┌──
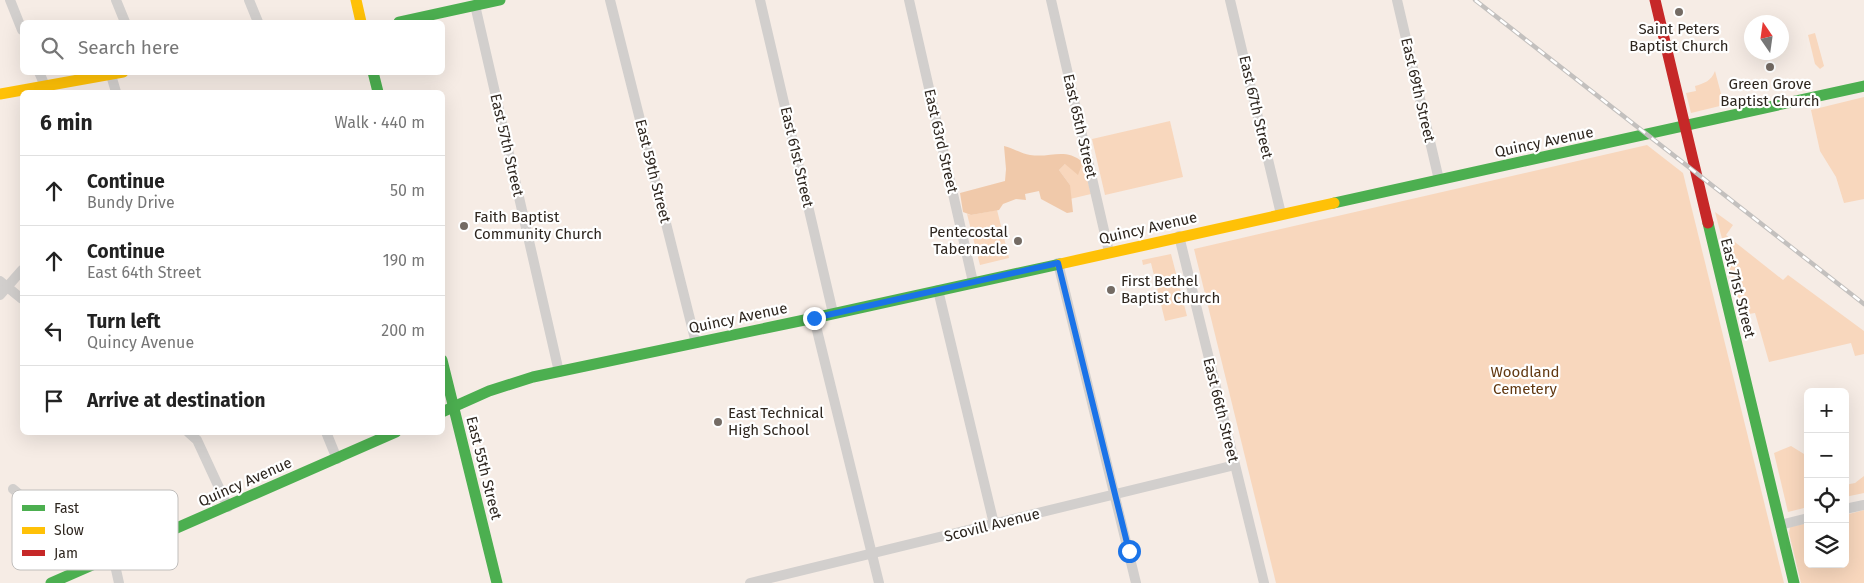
<!DOCTYPE html>
<meta charset="utf-8">
<style>
body{margin:0;font-family:"Fira Sans",sans-serif;background:#f6f6f6;color:#222}
.controls{position:absolute;right:15px;bottom:15px;display:grid;overflow:hidden;border-radius:8px;box-shadow:0 5px 20px #0002}
.controls button{width:45px;height:45px;display:grid;place-items:center;padding:0;border:0;border-bottom:1px solid #e0e0e0;background:#fff;color:#222;font:25px sans-serif}
.compass{position:absolute;left:1744px;top:15px;width:45px;height:45px;border-radius:50%;background:#fff;box-shadow:0 5px 20px #0002;rotate:347deg}
.stop{position:absolute;width:15px;height:15px;margin:-11px;border:4px solid #1a73e8;border-radius:50%;background:#fff}
.stop.end{background:#1a73e8;border-color:#fff;box-shadow:0 1px 5px #0008}
.list{margin:0;padding:0;list-style:none}
h2{display:flex;justify-content:space-between;align-items:center;height:65px;margin:0;padding:0 20px;font-size:21px}
h2 small{font-size:16px;font-weight:400;color:#767676}
.list li{display:grid;grid-template-columns:32px 1fr auto;gap:15px;align-items:center;box-sizing:border-box;height:70px;padding:0 20px;border-top:1px solid #e0e0e0}
.list b{display:block;font-size:19px;white-space:nowrap}
.list p{margin:0;font-size:16px;white-space:nowrap;color:#767676}
.list em{font-size:16px;font-style:normal;color:#767676}
.icon{flex:none;width:28px;height:28px;fill:none;stroke:currentColor;stroke-width:2;stroke-linecap:round;stroke-linejoin:round}
.map{position:relative;flex:none;width:1864px;height:583px;overflow:hidden}
.search{position:absolute;background:#fff;box-shadow:0 5px 20px #0002;left:20px;top:20px;width:425px;height:55px;display:flex;align-items:center;gap:12px;box-sizing:border-box;padding:0 18px;border-radius:8px;color:#767676;font-size:19px}
.panel{position:absolute;background:#fff;box-shadow:0 5px 20px #0002;left:20px;top:90px;width:425px;height:345px;border-radius:8px}
.map>svg:first-child{display:block}
.green{fill:#f8d7bd}
.forest{fill:#f0c9aa}
.lines{fill:none;stroke-linecap:round;stroke-linejoin:round}
.street{stroke:#d2cfcd;stroke-width:10}
.fast{stroke:#4caf50;stroke-width:11}
.slow{stroke:#ffc107;stroke-width:11}
.jam{stroke:#c62828;stroke-width:11}
.rail-casing{stroke:#c3c0be;stroke-width:4.5}
.rail{stroke:#fff;stroke-width:2.5;stroke-dasharray:8;stroke-linecap:butt}
.route{stroke:#1a73e8;stroke-width:6}
.poi-dot{fill:#746b64;stroke:#fff;stroke-width:2}
.labels{text-anchor:middle;dominant-baseline:central;stroke-width:4.5;stroke-linejoin:round;paint-order:stroke}
.poi-label{font-size:15px;fill:#2e261f;stroke:#fff;text-anchor:start}
.street-label{font-size:15px;fill:#2e261f;stroke:#fff}
.park-label{font-size:15px;fill:#623912;stroke:#fff}
.key{fill:#fff;stroke:#c0bebc;stroke-width:1}
.key-label{font-size:14px;fill:#2e261f}
</style>
<div class="map">
<svg width="1864" height="583" viewBox="0 0 1864 583">
<rect width="100%" height="100%" fill="#f6ece5"/>
<!-- green -->
<g class="green">
<polygon points="1815,33 1824,66 1820,69 1815,64 1808,35"/>
<path d="M 1715,71 L 1724,105 L 1691,113 L 1686,93 L 1696,91 L 1695,86 C 1705,83 1711,81 1715,71 Z"/>
<polygon points="1864,97 1864,199 1844,203 1836,177 1820,151 1811,110"/>
<polygon points="1170,121 1183,177 1105,195 1092,139"/>
<polygon points="1647,145 1683,173 1784,583 1276,583 1194,249"/>
<polygon points="1083,162 1091,194 1070,199 1070,185 1059,170 1065,164"/>
<polygon points="997,210 1009,258 980,265 967,214 971,215"/>
<polygon points="1715,212 1733,225 1726,235 1783,280 1788,275 1864,331 1864,354 1855,356 1851,343 1769,362 1755,313 1742,315"/>
<polygon points="1171,254 1187,316 1165,321 1151,263 1143,265 1142,260"/>
<polygon points="1791,446 1804,454 1808,468 1808,507 1788,512 1774,453"/>
<polygon points="1864,476 1864,493 1845,497 1845,485 1855,483"/>
<polygon points="1864,510 1864,583 1801,583 1789,533 1790,527 1808,523 1808,564 1845,564 1845,515"/>
</g>
<!-- forest -->
<path class="forest" d="M 1004,146 C 1013,148 1022,154 1030,155 C 1052,158 1064,147 1083,162 L 1078,175 L 1065,164 L 1059,170 L 1070,185 L 1073,212 L 1067,213 L 1041,199 L 1039,191 L 1025,194 L 1026,200 L 1016,199 L 1003,204 L 999,210 L 971,215 L 963,212 L 960,193 L 1005,181 L 1006,169 Z"/>
<g class="lines">
<!-- street -->
<g class="street">
<polyline points="10,0 22,30"/>
<polyline points="116,0 125,22"/>
<polyline points="249,0 258,22"/>
<polyline points="610,0 696,343"/>
<polyline points="760,0 833,313"/>
<polyline points="909,0 973,282"/>
<polyline points="1051,0 1109,252"/>
<polyline points="1230,0 1281,214"/>
<polyline points="1397,0 1439,180"/>
<polyline points="475,5 559,372"/>
<polyline points="39,72 45,86"/>
<polyline points="111,75 116,92"/>
<polyline points="1179,236 1264,583"/>
<polyline points="1058,263 1136,583"/>
<polyline points="0,281 22,299"/>
<polyline points="938,290 994,524"/>
<polyline points="0,295 22,270"/>
<polyline points="814,318 879,583"/>
<polyline points="188,432 197,440 228,507"/>
<polyline points="326,432 337,459"/>
<polyline points="13,489 67,535 84,568"/>
<polyline points="1845,509 1864,505"/>
<polyline points="1780,525 1808,518"/>
<polyline points="113,556 119,583"/>
<polyline points="750,583 1235,465"/>
</g>
<!-- fast -->
<g class="fast">
<polyline points="399,22 500,0"/>
<polyline points="373,72 378,92"/>
<polyline points="1334,203 1864,86"/>
<polyline points="1708,223 1794,583"/>
<polyline points="442,360 497,583"/>
<polyline points="442,412 489,391 533,377 814,318 1060,264"/>
<polyline points="51,583 396,432"/>
</g>
<!-- slow -->
<g class="slow">
<polyline points="356,0 361,22"/>
<polyline points="0,94 123,72"/>
<polyline points="1060,264 1334,203"/>
</g>
<!-- jam -->
<polyline class="jam" points="1655,0 1708,223"/>
<!-- rail casing -->
<g class="rail-casing">
<polyline id="rail" points="1475,0 1864,304"/>
</g>
<!-- rail -->
<use href="#rail" class="rail"/>
</g>
<g class="lines">
<!-- route -->
<polyline class="route" points="814,318 1058,263 1129,551"/>
</g>
<!-- markers -->
<g class="poi-dot">
<circle cx="1679" cy="12" r="5"/>
<circle cx="1770" cy="67" r="5"/>
<circle cx="464" cy="226" r="5"/>
<circle cx="1018" cy="241" r="5"/>
<circle cx="1111" cy="290" r="5"/>
<circle cx="718" cy="422" r="5"/>
</g>
<g class="labels">
<!-- poi labels -->
<g class="poi-label">
<text x="1679" y="29" text-anchor="middle">Saint Peters<tspan x="1679" dy="17">Baptist Church</tspan></text>
<text x="1770" y="84" text-anchor="middle">Green Grove<tspan x="1770" dy="17">Baptist Church</tspan></text>
<text x="474" y="217">Faith Baptist<tspan x="474" dy="17">Community Church</tspan></text>
<text x="1008" y="232" text-anchor="end">Pentecostal<tspan x="1008" dy="17">Tabernacle</tspan></text>
<text x="1121" y="281">First Bethel<tspan x="1121" dy="17">Baptist Church</tspan></text>
<text x="728" y="413">East Technical<tspan x="728" dy="17">High School</tspan></text>
</g>
<!-- street labels -->
<g class="street-label">
<text transform="translate(1418 90) rotate(77)">East 69th Street</text>
<text transform="translate(1256 107) rotate(77)">East 67th Street</text>
<text transform="translate(1080 126) rotate(77)">East 65th Street</text>
<text transform="translate(941 141) rotate(77)">East 63rd Street</text>
<text transform="translate(1544 142) rotate(-12)">Quincy Avenue</text>
<text transform="translate(507 145) rotate(77)">East 57th Street</text>
<text transform="translate(797 157) rotate(77)">East 61st Street</text>
<text transform="translate(653 171) rotate(76)">East 59th Street</text>
<text transform="translate(1148 228) rotate(-13)">Quincy Avenue</text>
<text transform="translate(1738 288) rotate(76)">East 71st Street</text>
<text transform="translate(738 318) rotate(-12)">Quincy Avenue</text>
<text transform="translate(1221 410) rotate(76)">East 66th Street</text>
<text transform="translate(484 468) rotate(76)">East 55th Street</text>
<text transform="translate(245 482) rotate(-24)">Quincy Avenue</text>
<text transform="translate(992 525) rotate(-14)">Scovill Avenue</text>
</g>
<!-- park labels -->
<g class="park-label">
<text x="1525" y="372">Woodland<tspan x="1525" dy="17">Cemetery</tspan></text>
</g>
</g>
<!-- legend -->
<rect x="12" y="490" width="166" height="80" rx="8" class="key"/>
<rect x="22" y="505" width="23" height="6" fill="#4caf50"/>
<rect x="22" y="527" width="23" height="7" fill="#ffc107"/>
<rect x="22" y="550" width="23" height="6" fill="#c62828"/>
<g class="key-label">
<text x="54" y="513">Fast</text>
<text x="54" y="535">Slow</text>
<text x="54" y="558">Jam</text>
</g>
</svg>
<div class="controls">
<button>+</button>
<button>−</button>
<button><svg class="icon" aria-label="locate" viewBox="0 0 24 24"><circle cx="12" cy="12" r="6"/><path d="M12 2v4M12 18v4M2 12h4M18 12h4"/></svg></button>
<button><svg class="icon" aria-label="layers" viewBox="0 0 24 24"><path d="M12 4l9 5-9 5-9-5zM3 14l9 5 9-5"/></svg></button>
</div>
<svg class="compass" viewBox="-18 -18 36 36"><path d="M0-13l5 13h-10z" fill="#e53935"/><path d="M0 13l5-13h-10z" fill="#767676"/></svg>
<div class="stop" style="left:1129px;top:551px"></div>
<div class="stop end" style="left:814px;top:318px"></div>
<div class="search"><svg class="icon" aria-label="search" viewBox="0 0 24 24"><circle cx="10" cy="10" r="6"/><path d="M15 15l6 6"/></svg>Search here</div>
<section class="panel">
<h2>6 min<small>Walk · 440 m</small></h2>
<ul class="list">
<li><svg class="icon" aria-label="ahead" viewBox="0 0 24 24"><path d="M12 20V5M6 11l6-6 6 6"/></svg><div><b>Continue</b><p>Bundy Drive</p></div><em>50 m</em></li>
<li><svg class="icon" aria-label="ahead" viewBox="0 0 24 24"><path d="M12 20V5M6 11l6-6 6 6"/></svg><div><b>Continue</b><p>East 64th Street</p></div><em>190 m</em></li>
<li><svg class="icon" aria-label="left" viewBox="0 0 24 24"><path d="M17 20v-9H6M10 6l-5 5 5 5"/></svg><div><b>Turn left</b><p>Quincy Avenue</p></div><em>200 m</em></li>
<li><svg class="icon" aria-label="arrive" viewBox="0 0 24 24"><path d="M6 21V4h12l-3 4 3 4H6"/></svg><div><b>Arrive at destination</b></div></li>
</ul>
</section>
</div>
└──
• **Task to carry out**:
Look through the material above for the string "space" and copy each line that has it.

• **Response to the task**:
h2{display:flex;justify-content:space-between;align-items:center;height:65px;margin:0;padding:0 20px;font-size:21px}
.list b{display:block;font-size:19px;white-space:nowrap}
.list p{margin:0;font-size:16px;white-space:nowrap;color:#767676}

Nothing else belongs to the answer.